Most companies claim to make data-driven decisions
Startups are often proud to say that they do.
But in my experience, that’s not the whole truth. Sure, decisions are made based on data, but mostly the obvious ones and based on data that’s available at the time.
Making data-driven decisions is hard
The first challenge is understanding, out of all the data you already have, what is relevant. Next, you need to figure out what other data you need and how to collect it.
It takes a lot of effort and practice to fully understand your metrics and how they relate.
You also need to continuously review decisions as more and better data becomes available.
Finally, it also takes experience to tell when a change in metrics is a signal and not variance.
First, you must gather as much correct data as possible
You must make decisions based on sufficient correct and complete data. Almost always at least one of these factors is missing and sometimes even more than one.
Sufficient
Having sufficient data is difficult for two main reasons: you probably don’t have too much traffic, and you have just started building your tracking.
That’s why you should track more data than you think you need: you will avoid situations where you need to add tracking and then wait for a month before you have enough data.
You should use a sample size calculator, or an A/B test calculator to give you an idea on the number of data points you need.
Correct
Correct has two meanings.
First, correct data means calculating it correctly and to a sufficient degree of accuracy. An average of 1000 data points isn’t necessarily the same as the average of averages of a 100 data points. Similarly, do you need the average, or the median? I’ve had the book Statistics for Engineers recommended to me, but have not read it yet.
Secondly, it also means that out of all the metrics that you have, you have chosen the ones correlate the most with the decision you’re trying to make.
Complete
Complete data means that you can see the whole picture and all the pieces that are affected.
Then, you must analyze and understand your data
You must know which metrics are effectively a compound of others and not the roots themselves. A very simple example is average order size: it’s the total order value divided by the number of orders. You can’t affect the average order size, but you can affect each of its components.
You also need to know which metrics are related, and how. For instance, basket size and number of orders for a particular customer might be inversely correlated. The more orders they place, the smaller each individual order is.
Make a decision
So you have all data in the sufficient sample size. It’s been calculated correctly. It’s relevant and gives you the whole picture. You have analyzed it and understand it.
Now, you can truly make a data driven decision. Well done 👍
Write it down
So that you can both communicate the decision to others, but so that you have a way to recall your original reasoning, you must write all of this down.
- The decision you’re trying to make in the form of a question
- The assumptions you might have made
- The answer you’ve come up with
- And all the supporting data, with projections
The bigger the decision, the more thorough you should be.
The projections should include both the number you’ll move (i.e. the number you can directly influence) as well as how you expect the other numbers to move in correlation.
For instance, if you are planning on issuing coupons in order to increase the number of users, you should write down both how many coupons you’ll issue as well as how many you expect will be redeemed.
Review it periodically
You will then want to periodically re-visit all decisions depending on their impact and uncertainty.

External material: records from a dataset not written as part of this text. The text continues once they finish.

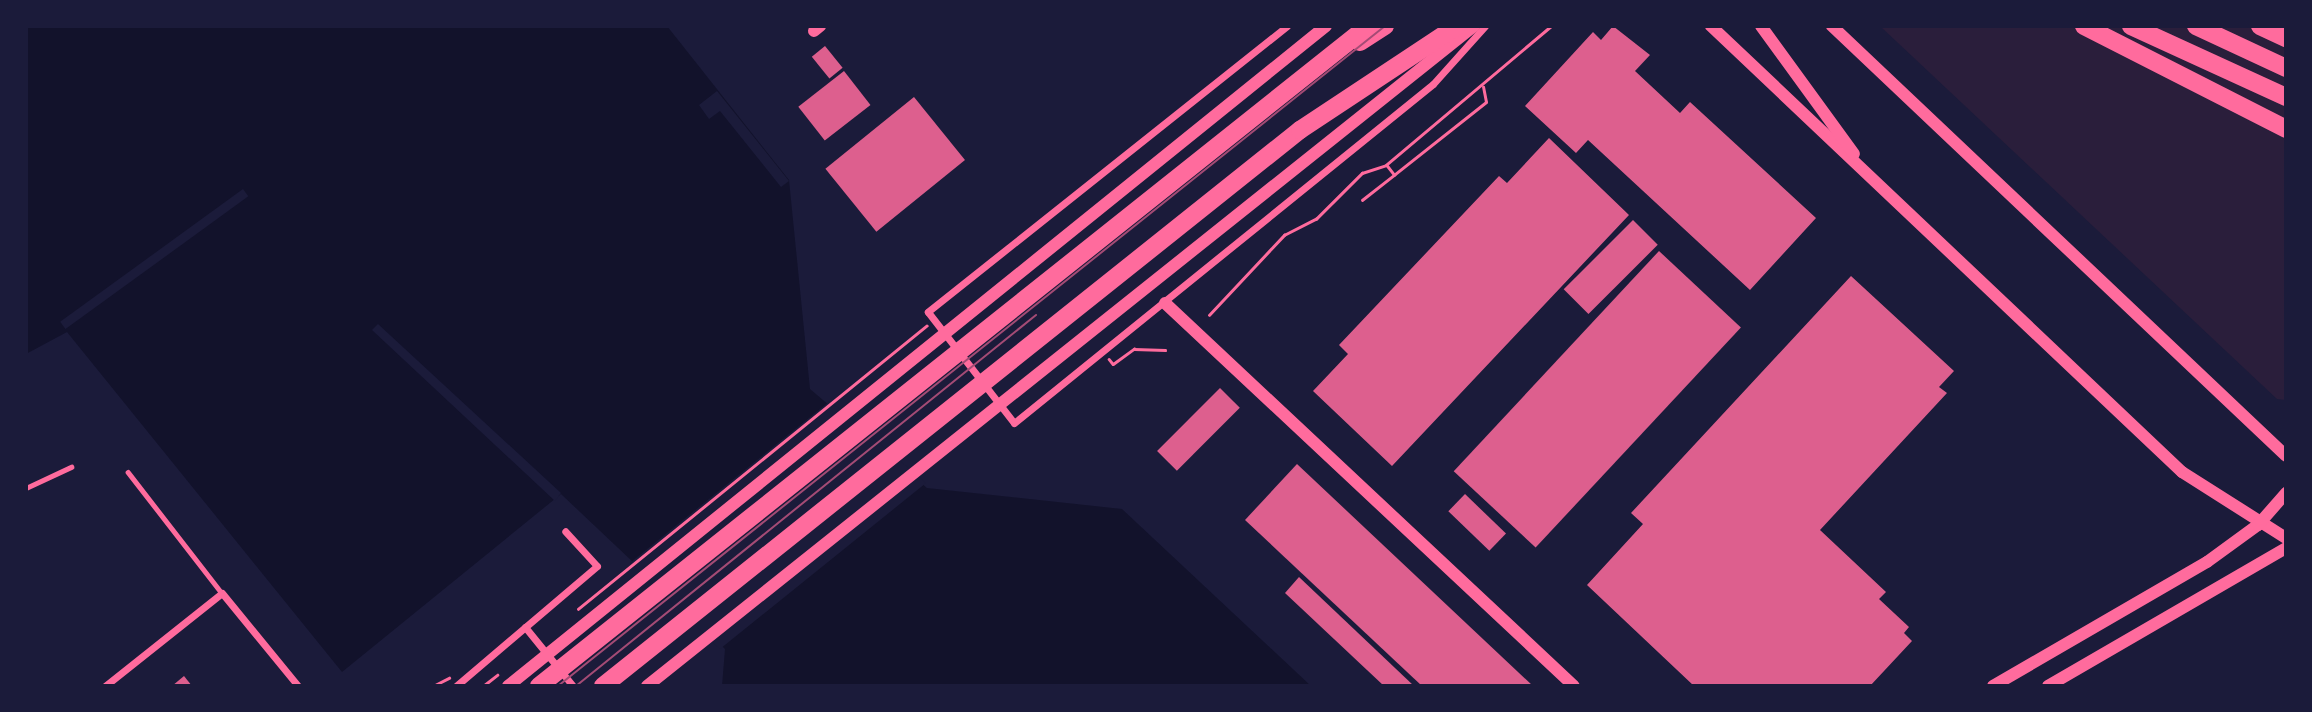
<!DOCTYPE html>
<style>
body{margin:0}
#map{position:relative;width:2312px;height:712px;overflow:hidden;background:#1b1b3a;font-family:"Noto Sans",sans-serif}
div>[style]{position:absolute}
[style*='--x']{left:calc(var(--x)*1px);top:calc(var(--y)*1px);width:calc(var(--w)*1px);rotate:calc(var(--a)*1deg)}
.green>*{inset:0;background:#2a1e3b}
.water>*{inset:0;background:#12122b}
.pier>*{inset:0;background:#1b1b3a;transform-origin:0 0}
.building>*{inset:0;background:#dd5f8e;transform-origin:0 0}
.path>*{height:2.5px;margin:-1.25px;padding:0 1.25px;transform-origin:1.25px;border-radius:1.25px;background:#ff6b9d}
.service>*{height:4.5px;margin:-2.25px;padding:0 2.25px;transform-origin:2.25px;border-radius:2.25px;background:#ff6b9d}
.minor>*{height:7px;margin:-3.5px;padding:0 3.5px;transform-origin:3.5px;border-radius:3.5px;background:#ff6b9d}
.tertiary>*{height:12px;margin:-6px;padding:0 6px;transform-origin:6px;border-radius:6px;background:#ff6b9d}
.motorway>*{height:18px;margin:-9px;padding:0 9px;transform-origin:9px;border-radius:9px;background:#ff6b9d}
.tram>*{height:2px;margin:-1px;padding:0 1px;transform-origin:1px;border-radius:1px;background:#a44b75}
span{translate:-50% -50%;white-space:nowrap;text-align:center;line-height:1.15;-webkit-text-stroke:5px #1b1b3a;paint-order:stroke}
.frame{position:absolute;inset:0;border:28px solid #1b1b3a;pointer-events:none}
</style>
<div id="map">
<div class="green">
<i style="clip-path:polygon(1880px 26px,2286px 26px,2286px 400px,2277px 399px)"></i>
</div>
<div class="water">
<i style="clip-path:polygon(26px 26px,667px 26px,789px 180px,810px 389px,927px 488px,1122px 509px,1311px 686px,722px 686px,725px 649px,561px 494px,342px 672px,67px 332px,26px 354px)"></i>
</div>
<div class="pier">
<i style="clip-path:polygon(717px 91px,789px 181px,781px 187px,720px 111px,709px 119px,699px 105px)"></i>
<i style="left:243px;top:189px;width:9px;height:226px;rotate:54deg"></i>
<i style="clip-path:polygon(378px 324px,561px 493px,555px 501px,372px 330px)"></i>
<i style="clip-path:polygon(830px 401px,926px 483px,720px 649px,630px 563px)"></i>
</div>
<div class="building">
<i style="clip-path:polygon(1613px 26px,1650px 55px,1635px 71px,1680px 113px,1690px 102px,1816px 218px,1750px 290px,1588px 140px,1576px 153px,1525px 106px,1593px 32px,1601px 40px)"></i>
<i style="left:825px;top:46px;width:28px;height:17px;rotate:51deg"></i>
<i style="left:844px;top:71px;width:43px;height:58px;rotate:52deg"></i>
<i style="left:914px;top:97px;width:81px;height:114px;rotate:51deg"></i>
<i style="clip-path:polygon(1549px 138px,1629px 215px,1392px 466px,1313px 391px,1348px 354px,1339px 345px,1499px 176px,1507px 183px)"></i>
<i style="left:1633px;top:220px;width:35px;height:98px;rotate:45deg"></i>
<i style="left:1659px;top:251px;width:112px;height:301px;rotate:43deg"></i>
<i style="clip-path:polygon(1851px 276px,1954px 371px,1939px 387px,1947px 393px,1820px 530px,1886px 592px,1879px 599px,1909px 627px,1904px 633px,1912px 641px,1870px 686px,1694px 686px,1587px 585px,1643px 524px,1631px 513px)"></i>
<i style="left:1220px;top:388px;width:28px;height:89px;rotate:45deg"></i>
<i style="clip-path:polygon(1297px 464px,1533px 686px,1422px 686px,1245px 520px)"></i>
<i style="left:1465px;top:494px;width:57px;height:24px;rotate:44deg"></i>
<i style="clip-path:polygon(1299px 577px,1414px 686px,1384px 686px,1285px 593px)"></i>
<i style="clip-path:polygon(184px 676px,192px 686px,172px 686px)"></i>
</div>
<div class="path">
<i style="--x:1394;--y:175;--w:117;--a:-38.4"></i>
<i style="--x:1486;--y:102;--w:15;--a:-101"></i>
<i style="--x:1362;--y:200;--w:41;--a:-38"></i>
<i style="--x:1394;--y:175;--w:11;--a:-128"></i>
<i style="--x:1209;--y:315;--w:110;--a:-46.8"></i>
<i style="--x:1284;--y:235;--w:36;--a:-27"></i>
<i style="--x:1316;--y:219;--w:65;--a:-45"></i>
<i style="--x:1362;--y:173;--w:25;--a:-18"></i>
<i style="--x:1386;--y:165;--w:216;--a:-40.1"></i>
<i style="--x:1109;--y:359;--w:6;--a:51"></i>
<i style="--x:1113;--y:364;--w:26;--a:-36"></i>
<i style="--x:1134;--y:349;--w:31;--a:2"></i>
<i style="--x:578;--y:609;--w:449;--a:-39.1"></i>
<i style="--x:433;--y:686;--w:18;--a:-27"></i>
<i style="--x:483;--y:686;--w:18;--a:-38"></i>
</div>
<div class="service">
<i style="--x:128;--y:472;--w:153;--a:52.2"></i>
<i style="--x:26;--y:488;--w:50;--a:-25"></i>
</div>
<div class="minor">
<i style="--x:1287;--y:26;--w:459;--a:141.5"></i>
<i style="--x:928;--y:312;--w:140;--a:52.2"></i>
<i style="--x:1014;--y:423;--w:539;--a:-38.98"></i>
<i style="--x:1433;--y:84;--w:78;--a:-48.1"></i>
<i style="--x:525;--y:627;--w:76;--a:50.9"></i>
<i style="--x:105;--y:686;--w:149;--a:-38.5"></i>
<i style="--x:222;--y:593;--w:120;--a:50.7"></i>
<i style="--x:456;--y:686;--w:185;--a:-40.4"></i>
<i style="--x:597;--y:566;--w:47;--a:-132.4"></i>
</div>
<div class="tertiary">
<i style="--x:1711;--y:26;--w:649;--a:43.44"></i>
<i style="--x:2182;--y:472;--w:123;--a:32.4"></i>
<i style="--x:1761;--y:26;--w:158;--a:54"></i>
<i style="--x:1832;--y:26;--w:625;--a:43.44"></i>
<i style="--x:814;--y:31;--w:8;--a:-40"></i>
<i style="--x:1165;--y:303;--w:560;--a:43.12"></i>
<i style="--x:508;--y:686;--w:1051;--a:-38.9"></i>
<i style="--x:647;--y:686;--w:1058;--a:-38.59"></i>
<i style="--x:1993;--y:686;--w:247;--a:-30.1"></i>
<i style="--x:2207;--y:562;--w:63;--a:-36"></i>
<i style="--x:2258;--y:525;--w:43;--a:-48.8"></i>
<i style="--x:2048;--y:686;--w:275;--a:-30.1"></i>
</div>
<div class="motorway">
<i style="--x:2084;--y:26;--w:227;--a:27"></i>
<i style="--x:2131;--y:26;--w:170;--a:24.6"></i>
<i style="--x:2196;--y:26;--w:99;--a:25"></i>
<i style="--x:2260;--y:26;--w:29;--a:25"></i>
<i style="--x:1360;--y:42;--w:30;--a:-33"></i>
<i style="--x:539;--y:686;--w:1060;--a:-38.52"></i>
<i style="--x:603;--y:686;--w:892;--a:-38.58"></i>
<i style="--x:1300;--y:130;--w:188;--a:-33.5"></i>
</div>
<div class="tram">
<i style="--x:558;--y:686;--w:1058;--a:-38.59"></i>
<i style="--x:576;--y:686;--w:591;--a:-38.89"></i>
</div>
<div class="frame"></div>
</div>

The more impactful and more uncertain a decision is, the more frequently it needs to be monitored to ensure that your assumptions and projections still hold.
If changes need to be made you should revise your decision document.
Practice till you can easily tell the signal from the noise
By constantly going through this process, you will learn how to tell when signals are strong enough and when they’re just variance.
The main issue is that with small data sets even seemingly large shifts in data carry little meaning.
One way to counteract this is to track several related but not dependent numbers and look for consistent changes.
It’s a lot of work
Recognizing how important this is and doing it constantly, consistently and well is difficult but sets companies apart.
One of my favorite examples of a team making proper data driver decisions it Great Britain’s cycling team that dominated the olympics in 2012. They embraced a philosophy of marginal gains where they would make any slight improvements. For instance, they 3D printed a custom holder for the cycling computer for one of their team members to get a slightly better posture for them.
Early-stage startups, however, rarely have the bandwidth to take it to this extreme. The closer you are to it, though, the better off you’ll be.